Compare and Contrast

In this section you will find activities which investigate two artworks side by side, asking learners to find similarities and differences.  

Key Information

Pieter Bruegel the Elder, Landscape with Flight into Egypt, 1563 

This painting depicts the story of the Holy Family (Mary on a donkey, holding the infant baby Jesus, being led by Joseph) fleeing Jerusalem under the rule of Herod, to Egypt.  

The swooping panoramic landscape in this painting, depicted from an elevated viewpoint, is imaginary. It is thought to be inspired by Bruegel’s own journey to Italy, crossing the Alps.  

The artist’s biographer Karl van Mander wrote: 

“He swallowed up the mountains and rocks to throw them back up again… on canvases and panels.” 

Although the painting depicts a story, the real focus is not on the people but on the landscape. 

A landscape painting with blue sky, mountain ranges and a large river running through. In the foreground a red-cloaked figure rides a horse across a ridge, assisted by another figure in front.
Pieter Bruegel the Elder (around 1525-1569), Landscape with the Flight into Egypt, 1563, The Courtauld, London (Samuel Courtauld Trust) © The Courtauld

Paul Cézanne, Montagne Sainte-Victoire with Large Pine, c.1887 

The Montagne Saint-Victoire is a mountain ridge which lies to the east of Aix-en-Province, Paul Cézanne’s hometown, in the south of France. Cézanne painted the mountain many times throughout his career. For him it came to symbolize home.   

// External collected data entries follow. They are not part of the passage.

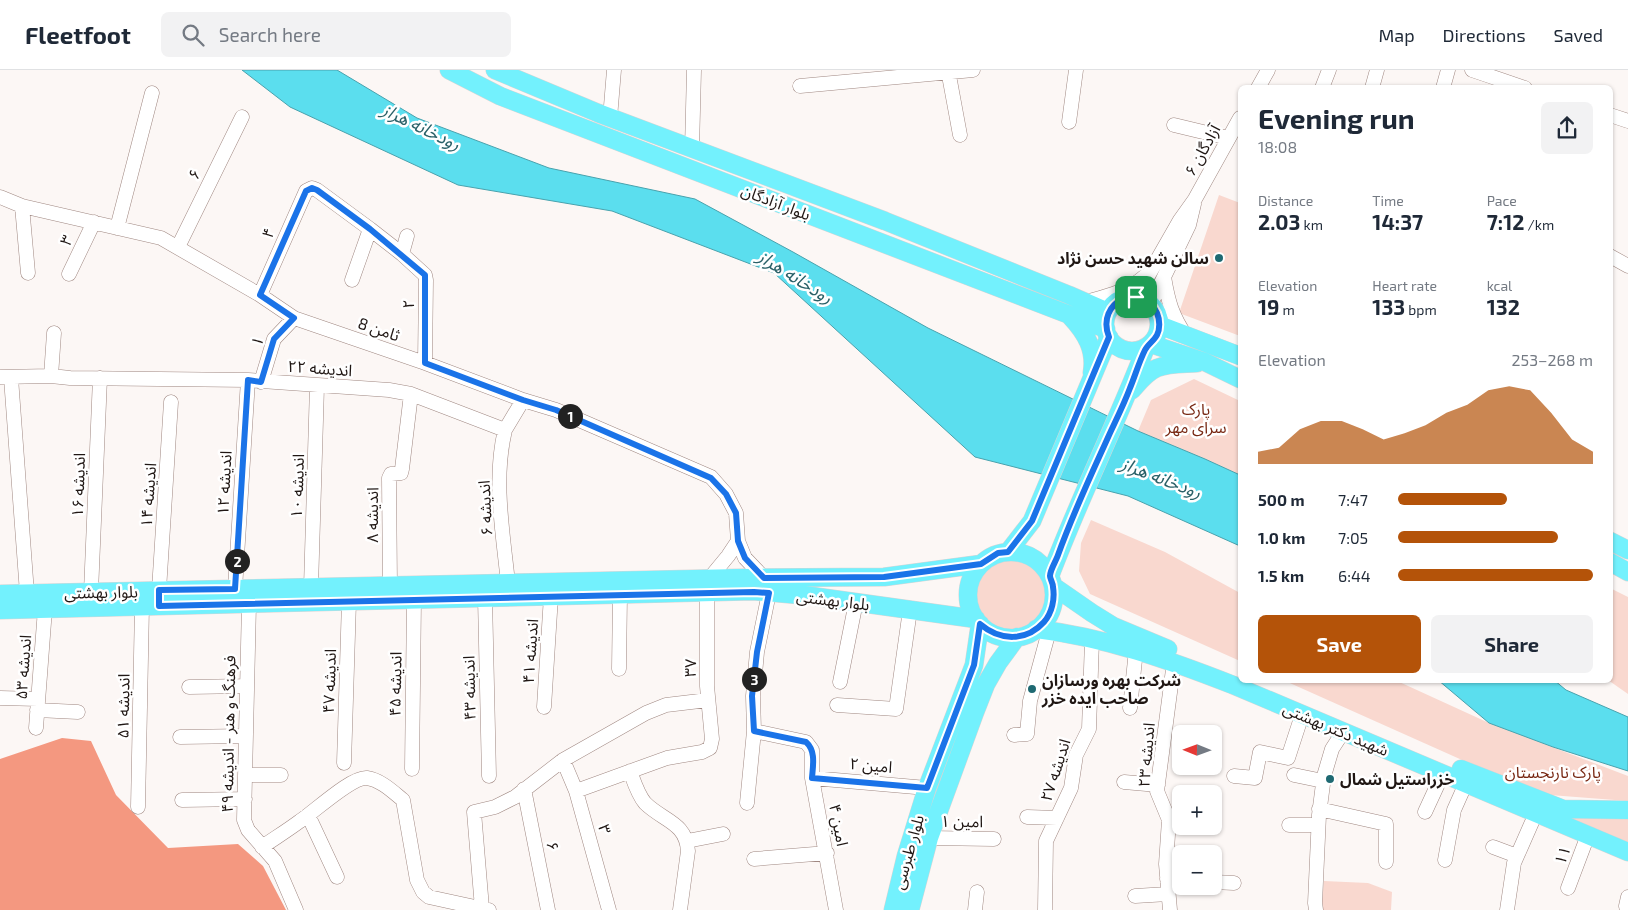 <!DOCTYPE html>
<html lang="en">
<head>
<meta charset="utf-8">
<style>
  :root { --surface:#fff; --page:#f2f2f3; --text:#1f2937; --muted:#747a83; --line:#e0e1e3; --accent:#b45309 }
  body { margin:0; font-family:"Exo 2","Noto Sans Arabic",sans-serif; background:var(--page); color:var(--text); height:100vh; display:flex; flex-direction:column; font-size:19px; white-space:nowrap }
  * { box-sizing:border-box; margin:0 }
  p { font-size:16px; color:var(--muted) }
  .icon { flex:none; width:28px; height:28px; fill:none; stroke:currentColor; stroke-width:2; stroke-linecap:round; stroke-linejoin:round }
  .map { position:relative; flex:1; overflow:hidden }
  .details { position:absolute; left:1238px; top:15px; width:375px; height:598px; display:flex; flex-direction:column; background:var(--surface); border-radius:8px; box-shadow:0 1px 4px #0004 }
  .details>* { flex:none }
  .needle { width:32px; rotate:271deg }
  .controls { position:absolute; left:1172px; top:655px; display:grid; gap:10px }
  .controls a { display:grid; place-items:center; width:50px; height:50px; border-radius:8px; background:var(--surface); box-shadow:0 1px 4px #0004; font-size:25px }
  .pin { position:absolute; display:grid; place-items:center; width:42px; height:42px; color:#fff; margin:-21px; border-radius:10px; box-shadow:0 2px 8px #0006 }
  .km { position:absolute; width:25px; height:25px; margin:-12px; border-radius:50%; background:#222; color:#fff; font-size:14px; line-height:25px; text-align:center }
  .round { display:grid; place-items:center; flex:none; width:52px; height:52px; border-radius:8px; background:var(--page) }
  .summary { display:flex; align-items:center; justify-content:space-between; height:85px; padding:0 20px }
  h1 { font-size:28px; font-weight:700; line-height:38px }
  .metrics { display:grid; grid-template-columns:repeat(3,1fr); gap:8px; height:85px; padding:5px 20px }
  .metrics div { display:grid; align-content:center }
  .metrics b { font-size:21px; font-weight:700 }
  .metrics small { font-size:14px; font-weight:400 }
  .metrics p { font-size:14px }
  .chart { height:140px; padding:10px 20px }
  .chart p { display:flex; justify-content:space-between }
  .chart svg { width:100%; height:90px; margin-top:5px; fill:var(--accent); opacity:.7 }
  .primary-button { display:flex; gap:10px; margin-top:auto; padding:10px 20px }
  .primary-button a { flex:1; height:58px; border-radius:8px; background:var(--accent); color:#fff; font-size:20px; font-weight:700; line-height:58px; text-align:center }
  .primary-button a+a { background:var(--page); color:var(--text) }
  ul { padding:0 20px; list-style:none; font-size:16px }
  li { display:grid; grid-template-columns:80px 60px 1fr; align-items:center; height:38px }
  li i { height:12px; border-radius:6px; background:var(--accent) }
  header { display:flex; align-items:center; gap:30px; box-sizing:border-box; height:70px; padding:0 25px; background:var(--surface); border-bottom:1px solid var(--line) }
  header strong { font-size:24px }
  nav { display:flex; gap:28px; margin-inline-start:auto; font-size:18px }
  .search { width:350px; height:45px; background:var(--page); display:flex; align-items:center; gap:12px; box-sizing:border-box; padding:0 18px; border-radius:8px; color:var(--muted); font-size:19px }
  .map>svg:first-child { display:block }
  .green { fill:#f9d8cf }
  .forest { fill:#f49880 }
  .water { fill:#5bdeee; stroke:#49a2ad }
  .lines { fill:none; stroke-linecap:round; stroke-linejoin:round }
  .minor-casing { stroke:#a08882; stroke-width:15 }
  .major-casing { stroke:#d7d5d5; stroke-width:19 }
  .minor { stroke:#fff; stroke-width:14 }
  .major { stroke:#73f1fd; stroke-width:18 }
  .route-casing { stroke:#fff; stroke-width:10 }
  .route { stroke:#1a73e8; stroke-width:6 }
  .poi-dot { fill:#1e6972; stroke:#fff; stroke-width:2 }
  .labels { text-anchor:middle; stroke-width:5; stroke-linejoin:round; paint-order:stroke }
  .street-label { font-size:16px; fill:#201714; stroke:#fff }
  .poi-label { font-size:16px; font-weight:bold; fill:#201714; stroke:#fff; text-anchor:start }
  .park-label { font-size:16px; fill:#782813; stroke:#fff }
  .water-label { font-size:18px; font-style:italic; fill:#2a6168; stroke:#fff }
</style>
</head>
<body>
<header>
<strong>Fleetfoot</strong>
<div class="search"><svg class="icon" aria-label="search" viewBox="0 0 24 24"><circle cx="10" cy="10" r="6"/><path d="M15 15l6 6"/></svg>Search here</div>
<nav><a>Map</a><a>Directions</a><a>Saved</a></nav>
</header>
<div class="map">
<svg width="1628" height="840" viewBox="0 0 1628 840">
  <rect width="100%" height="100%" fill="#fcf7f5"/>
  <!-- green -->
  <path class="green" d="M1219,125l21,8v133l-61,-23z
    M1194,309l46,22v74l-35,-16 -67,-28 13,-31z
    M1091,450l74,32 75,41v68l-150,-67 -11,-23 2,-28z
    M968 525a43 43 0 1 1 86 0a43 43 0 1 1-86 0Z
    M1610,518l18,9v97l-20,-14h2z
    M1283,610h112l94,43 139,53v25l-78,-6 -79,-31z
    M1533,735l95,10v31z
    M1324,811l44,2 24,9 -1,18h-68l-1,-10z"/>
  <!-- forest -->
  <path class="forest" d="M62,668l29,3 25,54 52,53 70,-4 25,22 23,44h-286v-151z"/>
  <!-- water -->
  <path class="water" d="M242,0h95l80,48 132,50 146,31 98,53 135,76 210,103 67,28 35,16v71l-112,-50 -153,-39 -201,-184 -162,-62 -154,-26 -168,-78z
    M1438,610h116l12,10 62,27v54l-75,-24 -64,-24z"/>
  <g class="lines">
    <defs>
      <path id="minor" d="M948,0l12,65
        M1472,0l53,18
        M800,16l173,-16
        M1258,18l10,-18
        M1322,18l7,-18
        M1372,18l5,-18
        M1443,18l5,-18
        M1610,45l18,6
        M610,48l4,-48
        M1069,52l7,-52
        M1174,55l54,13
        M692,79l2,-79
        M0,127l22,9 139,32 99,57 34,23 131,45 98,37 33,10 155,67 15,17 10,19 2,28 7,17 19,20
        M22,136l6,67
        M117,158l35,-135
        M407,166l-5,18 23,21 1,5 -1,83
        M178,177l64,-130
        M1610,186l18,10
        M69,204l25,-52
        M1164,207c4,24 8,39 22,59
        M352,210l18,-51
        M260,225l46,-104 6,-3 5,2 53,39 32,25
        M1136,227l44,-77 15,-21 45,-81
        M1086,232c21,-6 42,-11 59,-26
        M1151,234l38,-79 5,-21
        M51,306l3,-43
        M0,307l51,-1 19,2 178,2 141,10 22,4 94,36 18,-30
        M11,308l16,215
        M261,312l13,-43 20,-21
        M505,360c-12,50 -2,103 3,153
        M709,509l19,-23 10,-15
        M390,516l-1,-108 2,-4 10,-1 1,-4 9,-75
        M311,517l6,-201
        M235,519l13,-209
        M159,520l12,-188
        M91,522l9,-214
        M485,528l4,178
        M249,534l-5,216 4,10 27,31 21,49
        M619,599l1,-74
        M840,612l16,-80
        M189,617l57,-1
        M0,628l38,1
        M837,635l59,4 14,-99
        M544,637l7,-111
        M1130,638l6,-58
        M37,640l41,2
        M36,658l9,-119
        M754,661l52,11 6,8v28l24,132
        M1014,665l13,-1 3,-33 19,-70
        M180,667l65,-1
        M563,690l13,31 33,119
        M344,693l5,-162
        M412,699l2,-169
        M630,701c4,11 8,24 15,32 18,18 41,19 43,48l-8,59
        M245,705h36
        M1294,705l29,6
        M1234,706l21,2 5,-26 28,6 14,-43
        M812,708l115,10
        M1124,712l34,3
        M524,719l24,121
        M576,721l91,-33 35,-6 8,-4 2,-9 -5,-53v-93
        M182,730l63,-1
        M747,733l7,-72 -1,-35 4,-44 12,-59
        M138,737l4,-201
        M1319,739l67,15v38
        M1425,742l18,-39
        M308,745l29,62
        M1027,747l30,1
        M1289,755h29
        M929,768l65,1
        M687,771l36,-7
        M262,777c13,-9 26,-17 38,-26 14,-9 52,-45 67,-43 14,2 26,14 36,22l14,80 6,12 6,5 60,13
        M1493,777l24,9
        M754,789l73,-6
        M1445,790l9,-50 12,-27
        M1167,809l14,1
        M1214,812l20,1
        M1568,818l20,-53
        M1135,826l33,-2
        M482,838l-8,-96 21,-5 20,-10 48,-37 83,-47 20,-8 42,-5
        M975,840l2,-18
        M1045,840l1,-69 25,-53 5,-33 13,-26 3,-89
        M1170,840l-4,-46 3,-44 -12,-29 17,-129
        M1316,840l-1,-7 4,-88 5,-39 8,-27 11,-17
        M1507,840l7,-47 22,-50
        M1627,840l-1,-4 2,-9"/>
      <path id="major" d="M449,0l51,26 606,233
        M495,0l103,43 287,108 184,74 39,17
        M1105 254a27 27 0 1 1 54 0a27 27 0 1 1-54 0Z
        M1070,246c16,17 26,34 22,57
        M1159,255l81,31
        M1151,274l54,18 35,17
        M1132,320c7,-8 15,-18 25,-22 12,-5 27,-4 40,-5
        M1610,471l18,9
        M1008,482l24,-31 77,-184
        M968 525a43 43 0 1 1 86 0a43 43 0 1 1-86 0Z
        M1610,492l18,10
        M1050,506c29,-77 66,-151 96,-229
        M1053,516l39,27 21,13 55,23
        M0,524l739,-16 145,-1 97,-13
        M0,540l753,-19 58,5 165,23
        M1036,559c69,8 133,31 197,56l395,167
        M1461,699l102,40 65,1
        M893,840l13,-54 21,-68 47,-123 6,-41
        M910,840l19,-72 46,-126 11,-28 12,-21 19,-26"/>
    </defs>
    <!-- minor casing -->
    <use href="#minor" class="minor-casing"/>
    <!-- major casing -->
    <use href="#major" class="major-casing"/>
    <!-- minor -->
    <use href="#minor" class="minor"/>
    <!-- major -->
    <use href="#major" class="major"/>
  </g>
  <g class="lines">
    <defs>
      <path id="route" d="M312,118l5,2 53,39 55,46v88l98,37 33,10 155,68 15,16 10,19 2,28 7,17 19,20 120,-1 97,-13 17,-11 10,-1 24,-31 77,-184c-14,-36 33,-56 48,-24 3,7 3,16 0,22 -3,6 -9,9 -12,15 -6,12 -10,26 -15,38 -6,16 -13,30 -20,45 -18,40 -37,80 -52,122 -2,6 -8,15 -8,21 0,3 3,7 3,11 2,12 -1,26 -9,35 -18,20 -44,19 -64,2l-6,41 -47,123 -115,-10c1,-13 4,-27 -6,-36l-52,-11 -2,-35 5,-44 12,-59 -15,-1 -595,14v-16l76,-1 13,-209 13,2 13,-43 20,-21 -34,-23 46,-104z"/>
    </defs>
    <!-- route casing -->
    <use href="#route" class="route-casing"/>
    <!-- route -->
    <use href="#route" class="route"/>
  </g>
  <!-- markers -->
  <g class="poi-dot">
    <circle cx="1219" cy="188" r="5"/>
    <circle cx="1032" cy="619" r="5"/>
    <circle cx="1330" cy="709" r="5"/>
  </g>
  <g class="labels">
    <!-- street labels -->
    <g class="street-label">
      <text transform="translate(1202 80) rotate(-61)" y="6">آزادگان ۶</text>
      <text transform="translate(194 104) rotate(-64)" y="6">۶</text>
      <text transform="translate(776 132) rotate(21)" y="6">بلوار آزادگان</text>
      <text transform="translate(268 163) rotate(-66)" y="6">۴</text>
      <text transform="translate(66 170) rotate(-64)" y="6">۳</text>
      <text transform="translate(408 234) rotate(-89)" y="6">۲</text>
      <text transform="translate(379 259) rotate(19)" y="6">ثامن 8</text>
      <text transform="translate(257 271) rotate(-68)" y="6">۱</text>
      <text transform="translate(320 298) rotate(4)" y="6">اندیشه ۲۲</text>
      <text transform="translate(224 413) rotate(-87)" y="6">اندیشه ۱۲</text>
      <text transform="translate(78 415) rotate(-88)" y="6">اندیشه ۱۶</text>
      <text transform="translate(297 416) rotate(-88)" y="6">اندیشه ۱۰</text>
      <text transform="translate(148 425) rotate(-86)" y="6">اندیشه ۱۴</text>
      <text transform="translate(485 438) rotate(-93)" y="6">اندیشه ۶</text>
      <text transform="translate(372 445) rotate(-90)" y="6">اندیشه ۸</text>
      <text transform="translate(101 522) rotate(-1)" y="6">بلوار بهشتی</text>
      <text transform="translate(833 530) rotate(7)" y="6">بلوار بهشتی</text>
      <text transform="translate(530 581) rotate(-86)" y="6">اندیشه ۴۱</text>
      <text transform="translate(23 597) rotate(-86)" y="6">اندیشه ۵۳</text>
      <text transform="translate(690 598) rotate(-89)" y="6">۳۷</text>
      <text transform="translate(329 611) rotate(-88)" y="6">اندیشه ۴۷</text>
      <text transform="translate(395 614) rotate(-89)" y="6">اندیشه ۴۵</text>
      <text transform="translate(469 618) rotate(-91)" y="6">اندیشه ۴۳</text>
      <text transform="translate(123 636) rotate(-89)" y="6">اندیشه ۵۱</text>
      <text transform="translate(1336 659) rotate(23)" y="6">شهید دکتر بهشتی</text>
      <text transform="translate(228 664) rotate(-89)" y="6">فرهنگ و هنر - اندیشه ۴۹</text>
      <text transform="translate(1146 685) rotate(-85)" y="6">اندیشه ۲۳</text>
      <text transform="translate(871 695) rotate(5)" y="6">امین ۲</text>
      <text transform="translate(1055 700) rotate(-72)" y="6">اندیشه ۲۷</text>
      <text transform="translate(962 751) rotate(1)" y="6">امین ۱</text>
      <text transform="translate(839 755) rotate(79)" y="6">امین ۴</text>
      <text transform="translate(605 759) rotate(74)" y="6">۳</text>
      <text transform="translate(553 776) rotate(79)" y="6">۶</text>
      <text transform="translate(908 782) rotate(-74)" y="6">بلوار طبرسی</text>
      <text transform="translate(1562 785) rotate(-70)" y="6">۱۱</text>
    </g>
    <!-- poi labels -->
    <g class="poi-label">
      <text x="1209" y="194" text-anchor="end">سالن شهید حسن نژاد</text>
      <text x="1042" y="616">شرکت بهره ورسازان<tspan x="1042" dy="18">صاحب ایده خزر</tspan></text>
      <text x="1340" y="715">خزراستیل شمال</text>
    </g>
    <!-- park labels -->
    <g class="park-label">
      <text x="1196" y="345">پارک<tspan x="1196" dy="18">سرای مهر</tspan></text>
      <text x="1553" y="708">پارک نارنجستان</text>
    </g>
    <!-- water labels -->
    <g class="water-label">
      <text transform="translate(421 57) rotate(26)" y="6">رودخانه هراز</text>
      <text transform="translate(795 207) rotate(32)" y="6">رودخانه هراز</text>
      <text transform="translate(1161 408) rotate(21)" y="6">رودخانه هراز</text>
    </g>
  </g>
</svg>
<div class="controls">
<a><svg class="needle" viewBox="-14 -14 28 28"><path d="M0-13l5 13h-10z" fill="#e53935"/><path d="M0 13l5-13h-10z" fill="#747a83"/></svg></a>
<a>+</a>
<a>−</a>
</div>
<div class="pin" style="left:1136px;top:227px;background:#1e9e55"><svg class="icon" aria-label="arrive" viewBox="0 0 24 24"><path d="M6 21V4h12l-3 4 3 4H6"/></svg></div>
<b class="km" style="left:570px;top:346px">1</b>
<b class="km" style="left:237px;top:491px">2</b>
<b class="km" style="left:754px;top:609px">3</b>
<section class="details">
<div class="summary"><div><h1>Evening run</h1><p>18:08</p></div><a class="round"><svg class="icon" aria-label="share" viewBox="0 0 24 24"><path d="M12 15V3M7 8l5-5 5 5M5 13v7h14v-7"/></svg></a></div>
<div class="metrics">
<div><p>Distance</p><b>2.03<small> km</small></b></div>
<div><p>Time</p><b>14:37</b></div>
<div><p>Pace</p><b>7:12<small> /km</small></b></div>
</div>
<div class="metrics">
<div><p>Elevation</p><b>19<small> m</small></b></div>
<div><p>Heart rate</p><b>133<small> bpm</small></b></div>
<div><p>kcal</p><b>132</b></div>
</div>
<div class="chart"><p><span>Elevation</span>253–268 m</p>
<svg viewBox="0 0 160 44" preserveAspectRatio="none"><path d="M0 44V38L10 36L20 27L30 23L40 23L50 27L60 32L70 29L80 25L90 19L100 15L110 8L120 6L130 8L140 19L150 32L160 38V44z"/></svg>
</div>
<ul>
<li><b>500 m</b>7:47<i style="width:56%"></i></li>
<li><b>1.0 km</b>7:05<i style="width:82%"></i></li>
<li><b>1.5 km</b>6:44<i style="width:100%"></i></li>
</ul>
<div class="primary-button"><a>Save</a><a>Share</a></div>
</section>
</div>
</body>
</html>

The landscape is based on Cézanne’s observations from a viewpoint overlooking the valley of the Arc river and is one of several versions he painted of the same view.  

Here the branches of the pine trees shimmer in the breeze as they follow the contours of the mountain ridge. By using this device, Cézanne makes the distant mountain seem closer and larger. Whilst the landscape may feel timeless, the presence of the railway viaduct on the right would have been a strongly contemporary reference for viewers in the late 1880s. 

Cezanne uses blocks of bold colour, with blues to create atmosphere and yellows and reds to reflect the light, suggesting the sunny warmth of the south of France.  

The Montagne Sainte-Victoire with a Large Pine, around 1887
Paul Cézanne (1839-1906), The Montagne Sainte-Victoire with a Large Pine, around 1887, The Courtauld, London (Samuel Courtauld Trust) © The Courtauld
Venn diagram with elements of landscape painting such as people, donkey, river

Suggested Further Activities

Venn Diagram

Learners can create a Venn diagram to compare two artworks, noting elements unique to each artwork in the outer circles, and elements applicable to both artworks in the overlapping section.  

Yellow section: What I can see in the left painting
Blue section: What I can see in the right painting
Green section: What I can see in both paintings

When learners feel confident in using this technique, you could introduce a third artwork, looking for similarities in all three works, similarities between two works and elements only applicable to the individual works.  

Venn diagram with teal, black and yellow circles

You can use this technique to compare any of the artworks of your choice, including those featured in our ESOL resources, The Courtauld Collection and the collections of other museums and galleries.  

Compare and Contrast in Everyday Life: 

Higher level ESOL learners can apply the same investigation techniques to compare all sort of things that they encounter day to day. This might be their journey to college, a piece of music they enjoy or their favourite film, anything at all!  

Learners should work in pairs, taking it in turns to describe the individual elements that make up their chosen thing, for example if they were comparing films they might describe what genre of film it is, whether it’s live action or animated, who the lead actors are etc. Learners will then work together to figure out whether there are any similarities between both things.